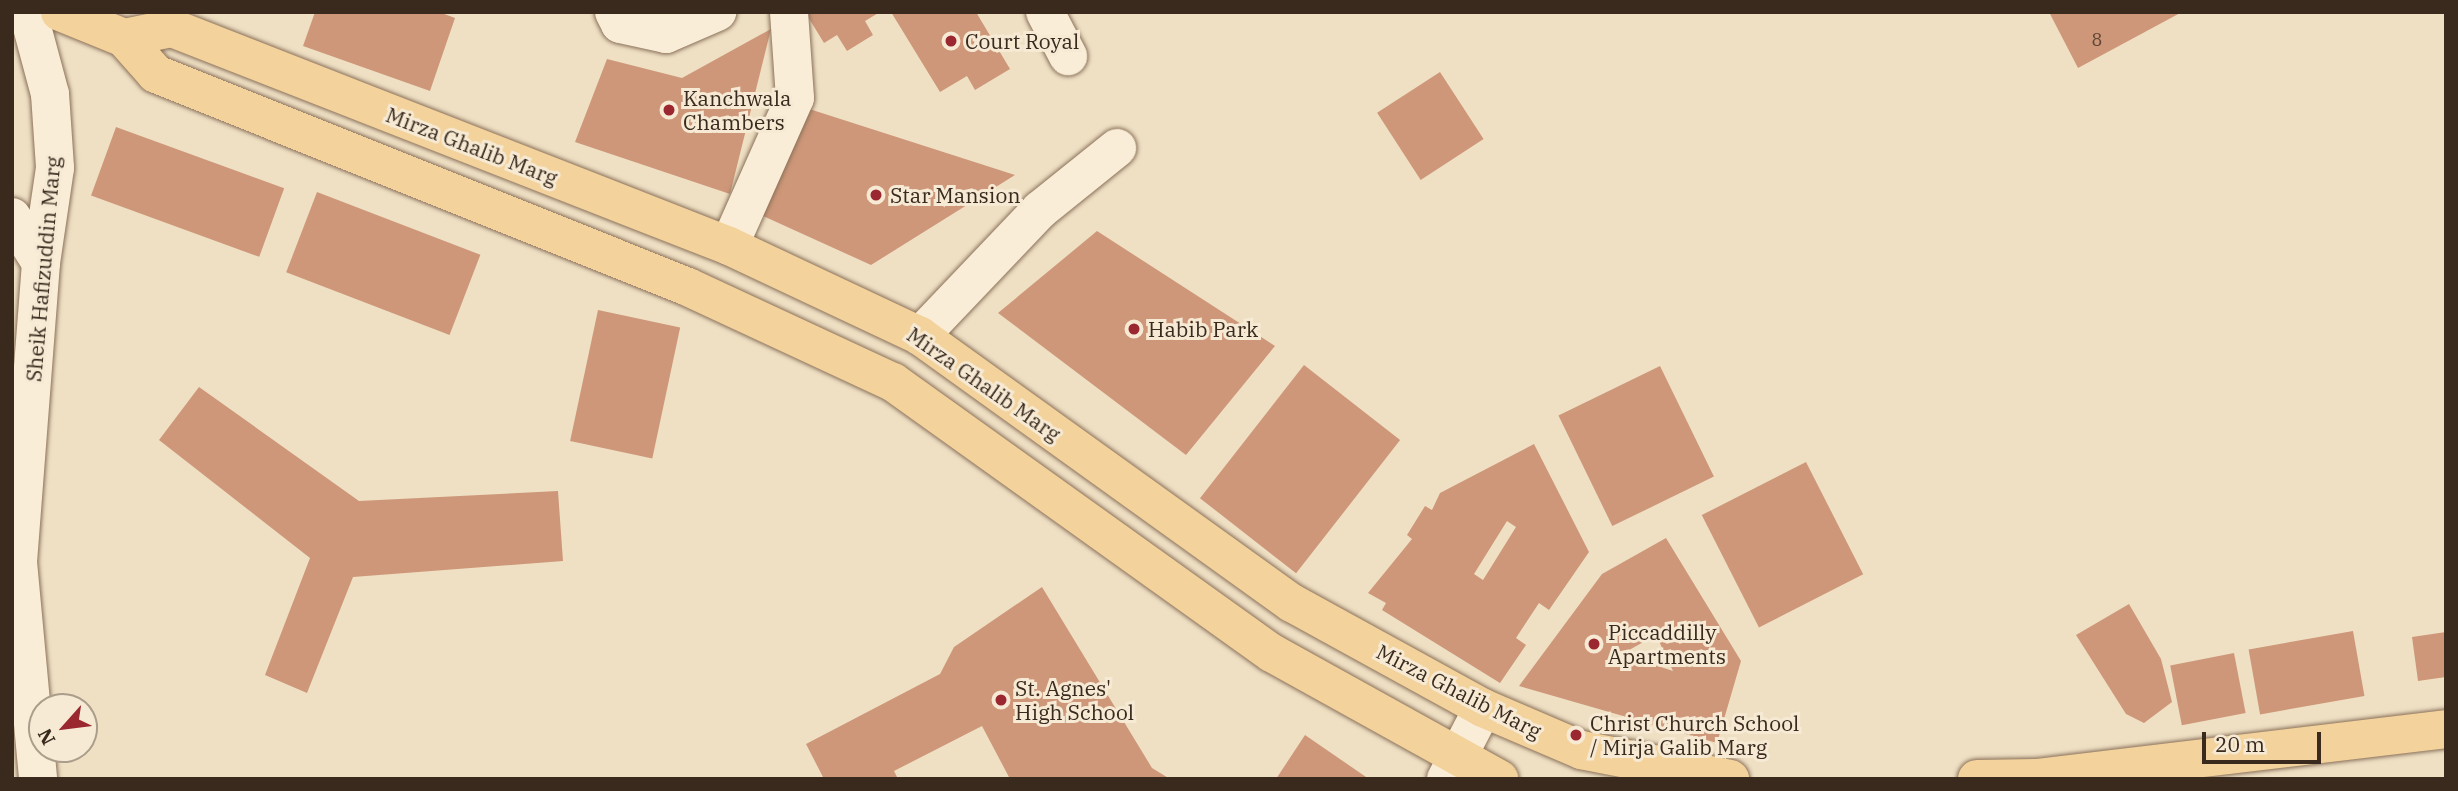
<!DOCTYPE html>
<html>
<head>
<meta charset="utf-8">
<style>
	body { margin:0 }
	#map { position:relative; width:2458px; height:791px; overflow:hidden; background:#efe0c4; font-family:"IBM Plex Serif",serif }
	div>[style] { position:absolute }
	.building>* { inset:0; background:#ce9779; transform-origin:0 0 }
	.roads { filter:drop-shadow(0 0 2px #8a715a) drop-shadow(0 0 2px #8a715a) }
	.minor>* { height:38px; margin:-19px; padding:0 19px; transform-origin:19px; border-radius:19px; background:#faedd7 }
	.major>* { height:38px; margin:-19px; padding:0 19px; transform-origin:19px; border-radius:19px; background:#f3d29b }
	.dots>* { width:19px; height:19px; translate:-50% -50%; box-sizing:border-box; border:4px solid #f6ead4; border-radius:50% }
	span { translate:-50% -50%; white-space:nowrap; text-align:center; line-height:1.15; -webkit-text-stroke:6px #f6ead4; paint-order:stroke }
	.number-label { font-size:18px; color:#5f4535 }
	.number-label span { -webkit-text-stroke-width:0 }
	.poi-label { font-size:21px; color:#3a2a1e }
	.left { translate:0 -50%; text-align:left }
	.street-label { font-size:21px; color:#3a2a1e }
	.frame { position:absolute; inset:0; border:14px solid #3a2a1e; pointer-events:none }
	.north { position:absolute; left:28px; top:693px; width:70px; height:70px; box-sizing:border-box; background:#f6ead4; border:2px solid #ab9d8b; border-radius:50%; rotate:242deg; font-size:19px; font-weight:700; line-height:28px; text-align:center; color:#3a2a1e }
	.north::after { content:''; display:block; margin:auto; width:24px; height:32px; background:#9b2830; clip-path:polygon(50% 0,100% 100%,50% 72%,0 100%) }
	.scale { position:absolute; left:2202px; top:732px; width:119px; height:32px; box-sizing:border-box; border:4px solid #3a2a1e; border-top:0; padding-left:9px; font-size:21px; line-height:24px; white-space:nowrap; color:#3a2a1e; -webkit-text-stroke:5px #f6ead4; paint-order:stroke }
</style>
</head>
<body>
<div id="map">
	<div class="building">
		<i style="clip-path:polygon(315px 12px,439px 12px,455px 18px,430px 91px,303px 46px)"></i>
		<i style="clip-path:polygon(805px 12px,880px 12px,865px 21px,873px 35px,847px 51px,837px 35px,824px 43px)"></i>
		<i style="clip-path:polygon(891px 12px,976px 12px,1010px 69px,975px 90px,967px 76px,940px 92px)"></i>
		<i style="clip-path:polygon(2049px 12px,2182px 12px,2078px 68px)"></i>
		<i style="clip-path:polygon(771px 29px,730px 194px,575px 142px,607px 59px,682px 78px)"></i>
		<i style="left:1440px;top:72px;width:80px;height:75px;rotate:57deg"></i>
		<i style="clip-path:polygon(800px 106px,1015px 175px,871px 265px,761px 215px)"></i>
		<i style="left:116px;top:127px;width:179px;height:73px;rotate:20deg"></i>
		<i style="left:317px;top:192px;width:175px;height:86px;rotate:21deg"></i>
		<i style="clip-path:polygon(1097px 231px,1275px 346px,1186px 455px,998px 313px)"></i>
		<i style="left:598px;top:310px;width:84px;height:134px;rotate:12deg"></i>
		<i style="left:1304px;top:365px;width:122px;height:169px;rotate:38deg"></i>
		<i style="left:1660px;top:366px;width:123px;height:113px;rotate:64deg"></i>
		<i style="clip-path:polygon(199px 387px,359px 501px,558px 491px,563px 561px,353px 577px,307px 693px,265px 675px,310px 558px,159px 440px)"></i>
		<i style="clip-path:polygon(evenodd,1534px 444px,1589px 552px,1549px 610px,1539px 603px,1516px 638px,1526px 645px,1500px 683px,1382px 610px,1386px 603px,1368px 593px,1412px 539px,1407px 535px,1425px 506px,1432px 510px,1440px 493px,1534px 444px,1507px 521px,1516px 527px,1483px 580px,1474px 574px,1507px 521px)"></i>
		<i style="left:1806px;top:462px;width:126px;height:117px;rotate:63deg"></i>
		<i style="clip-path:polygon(evenodd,1666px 538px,1741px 661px,1717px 743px,1519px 686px,1602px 574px,1666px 538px,1656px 635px,1673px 671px,1622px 654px,1656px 635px)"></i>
		<i style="clip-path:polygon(1042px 587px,1152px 768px,1170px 779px,1010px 779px,982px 726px,894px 771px,898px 779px,824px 779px,806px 744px,940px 674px,954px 647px)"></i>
		<i style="clip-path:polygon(2129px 604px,2161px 659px,2172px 702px,2144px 723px,2126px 714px,2076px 635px)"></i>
		<i style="left:2353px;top:631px;width:66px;height:106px;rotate:80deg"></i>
		<i style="clip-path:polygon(2446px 632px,2446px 677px,2418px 681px,2412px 637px)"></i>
		<i style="left:2234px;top:653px;width:61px;height:65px;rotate:79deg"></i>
		<i style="clip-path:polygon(1305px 735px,1369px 779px,1276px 779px)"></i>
	</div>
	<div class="roads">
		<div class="minor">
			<i style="left:28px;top:12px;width:85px;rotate:75deg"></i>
			<i style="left:50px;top:94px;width:74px;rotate:86.1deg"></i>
			<i style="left:55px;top:168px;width:96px;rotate:98.4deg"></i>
			<i style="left:41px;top:263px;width:300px;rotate:94.4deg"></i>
			<i style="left:18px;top:562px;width:218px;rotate:84.7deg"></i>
			<i style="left:614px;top:12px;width:13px;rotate:63deg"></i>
			<i style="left:620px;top:24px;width:47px;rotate:12.3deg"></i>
			<i style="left:666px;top:34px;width:56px;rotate:-23.3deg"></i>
			<i style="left:1045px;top:12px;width:50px;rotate:62.4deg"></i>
			<i style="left:12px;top:217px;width:54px;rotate:57.8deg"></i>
			<i style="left:729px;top:246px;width:162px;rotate:-66deg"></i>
			<i style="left:795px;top:98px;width:86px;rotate:-94deg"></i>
			<i style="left:920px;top:336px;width:174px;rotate:-46.4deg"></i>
			<i style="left:1040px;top:210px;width:99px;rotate:-38.8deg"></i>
			<i style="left:1446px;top:779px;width:80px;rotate:-62.5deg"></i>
		</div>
		<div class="major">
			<i style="left:60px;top:12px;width:69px;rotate:22.1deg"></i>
			<i style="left:124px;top:38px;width:48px;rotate:48.4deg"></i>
			<i style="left:156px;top:74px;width:573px;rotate:21.82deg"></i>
			<i style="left:688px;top:287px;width:226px;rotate:24.9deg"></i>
			<i style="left:893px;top:382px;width:466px;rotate:35.6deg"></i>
			<i style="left:1272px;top:653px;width:260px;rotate:29deg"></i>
			<i style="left:124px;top:38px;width:49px;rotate:-11.8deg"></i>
			<i style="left:172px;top:28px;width:598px;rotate:21.37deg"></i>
			<i style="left:729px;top:246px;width:211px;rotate:25.2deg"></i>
			<i style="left:920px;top:336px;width:458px;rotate:35.7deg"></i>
			<i style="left:1292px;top:603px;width:218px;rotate:28.8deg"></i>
			<i style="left:1483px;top:708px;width:107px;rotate:23.2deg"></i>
			<i style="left:1581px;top:750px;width:152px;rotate:11deg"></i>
			<i style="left:1977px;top:779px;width:59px;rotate:-1deg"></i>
			<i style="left:2036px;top:778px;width:413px;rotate:-6.8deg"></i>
		</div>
	</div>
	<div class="dots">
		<i style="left:951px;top:41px;background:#9b2830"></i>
		<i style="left:669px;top:110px;background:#9b2830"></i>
		<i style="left:876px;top:195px;background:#9b2830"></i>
		<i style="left:1134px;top:329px;background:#9b2830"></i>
		<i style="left:1594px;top:644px;background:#9b2830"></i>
		<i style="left:1001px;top:700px;background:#9b2830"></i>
		<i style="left:1576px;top:735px;background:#9b2830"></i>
	</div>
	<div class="number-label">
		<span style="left:2097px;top:40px">8</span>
	</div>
	<div class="poi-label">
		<span class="left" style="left:965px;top:41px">Court Royal</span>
		<span class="left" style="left:683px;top:110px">Kanchwala<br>Chambers</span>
		<span class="left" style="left:890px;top:195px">Star Mansion</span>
		<span class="left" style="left:1148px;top:329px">Habib Park</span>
		<span class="left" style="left:1608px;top:644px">Piccaddilly<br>Apartments</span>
		<span class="left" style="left:1015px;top:700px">St. Agnes'<br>High School</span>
		<span class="left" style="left:1590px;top:735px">Christ Church School<br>/ Mirja Galib Marg</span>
	</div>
	<div class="street-label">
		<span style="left:472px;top:146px;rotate:21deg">Mirza Ghalib Marg</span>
		<span style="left:43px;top:269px;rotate:-85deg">Sheik Hafizuddin Marg</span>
		<span style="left:984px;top:384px;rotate:35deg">Mirza Ghalib Marg</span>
		<span style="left:1459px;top:691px;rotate:27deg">Mirza Ghalib Marg</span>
	</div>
	<div class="frame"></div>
	<div class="north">N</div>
	<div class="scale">20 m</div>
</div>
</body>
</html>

- **WORK INSTRUCTIONS**: A word-for-word copy of the lines from the start of the listing through the line containing "position:absolute; left:28px; top:693px;" is the answer. Pictures stay out of it.

- **ANSWER FOR THIS EXERCISE**:
<!DOCTYPE html>
<html>
<head>
<meta charset="utf-8">
<style>
	body { margin:0 }
	#map { position:relative; width:2458px; height:791px; overflow:hidden; background:#efe0c4; font-family:"IBM Plex Serif",serif }
	div>[style] { position:absolute }
	.building>* { inset:0; background:#ce9779; transform-origin:0 0 }
	.roads { filter:drop-shadow(0 0 2px #8a715a) drop-shadow(0 0 2px #8a715a) }
	.minor>* { height:38px; margin:-19px; padding:0 19px; transform-origin:19px; border-radius:19px; background:#faedd7 }
	.major>* { height:38px; margin:-19px; padding:0 19px; transform-origin:19px; border-radius:19px; background:#f3d29b }
	.dots>* { width:19px; height:19px; translate:-50% -50%; box-sizing:border-box; border:4px solid #f6ead4; border-radius:50% }
	span { translate:-50% -50%; white-space:nowrap; text-align:center; line-height:1.15; -webkit-text-stroke:6px #f6ead4; paint-order:stroke }
	.number-label { font-size:18px; color:#5f4535 }
	.number-label span { -webkit-text-stroke-width:0 }
	.poi-label { font-size:21px; color:#3a2a1e }
	.left { translate:0 -50%; text-align:left }
	.street-label { font-size:21px; color:#3a2a1e }
	.frame { position:absolute; inset:0; border:14px solid #3a2a1e; pointer-events:none }
	.north { position:absolute; left:28px; top:693px; width:70px; height:70px; box-sizing:border-box; background:#f6ead4; border:2px solid #ab9d8b; border-radius:50%; rotate:242deg; font-size:19px; font-weight:700; line-height:28px; text-align:center; color:#3a2a1e }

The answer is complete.